We implement the webpage classification algorithm by
combining the three techniques mentioned previously 1)
Segmenting Visual Boundaries 2) Breath First Search 3)
Ontology. First of all, we identify the visual boundaries
of HTML tags using information provided by the browser
rendering engine. We parse and traverse the HTML page
using Breadth First Search algorithm. If a particular level
of a tree contains at least five HTML tags with sufficient
visual boundaries (e.g. having area more than 500), we
take these HTML Tags as regions. Once the segmentation
is done, we tokenize the TextNodes into words and then
we select the first two regions, merge them, and group
same words together. When a word matches another, the
first word will form a cluster of size one.
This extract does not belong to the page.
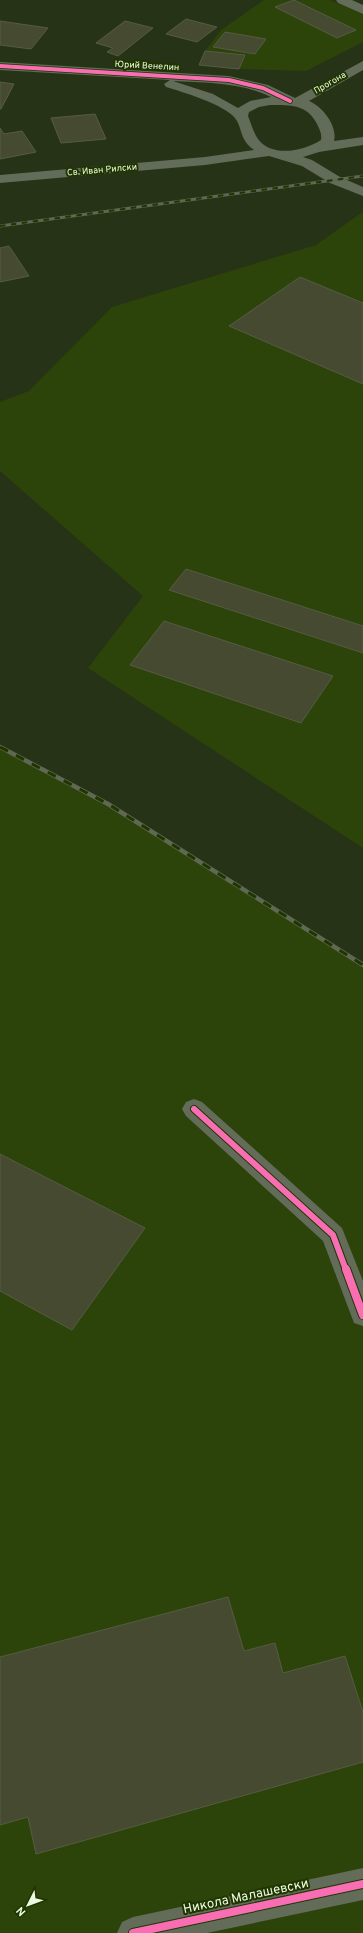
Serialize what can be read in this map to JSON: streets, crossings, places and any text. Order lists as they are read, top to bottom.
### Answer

After segmentation and merging of the first 2 regions are
carried out, we will perform the tokenization of
TextNode to each of the remaining regions, and obtain
the root word for each of the tokenized words. For
example, the root word of “oxen” is “ox”, the root word
of “fishes” is “fish”, and so on. After that, we measure
the semantic similarity of each word in the remaining
regions with the words in the merged region using Lin’s
algorithm. If a pair of words obtains a semantic similarity
score of more than 0.7 from a scale of 0.0 to 1.0, the
words will be grouped into their respective cluster. The
counter of the cluster group will be increased by one each
time a match is found. A pair of words which returns a
value of less than 0.7 will be ignored. Finally, we will
have a list of clusters with their own words. We will then
match these keywords with the predefined keywords to
determine their match. Keyword with the closest match is
taken as the label for that page.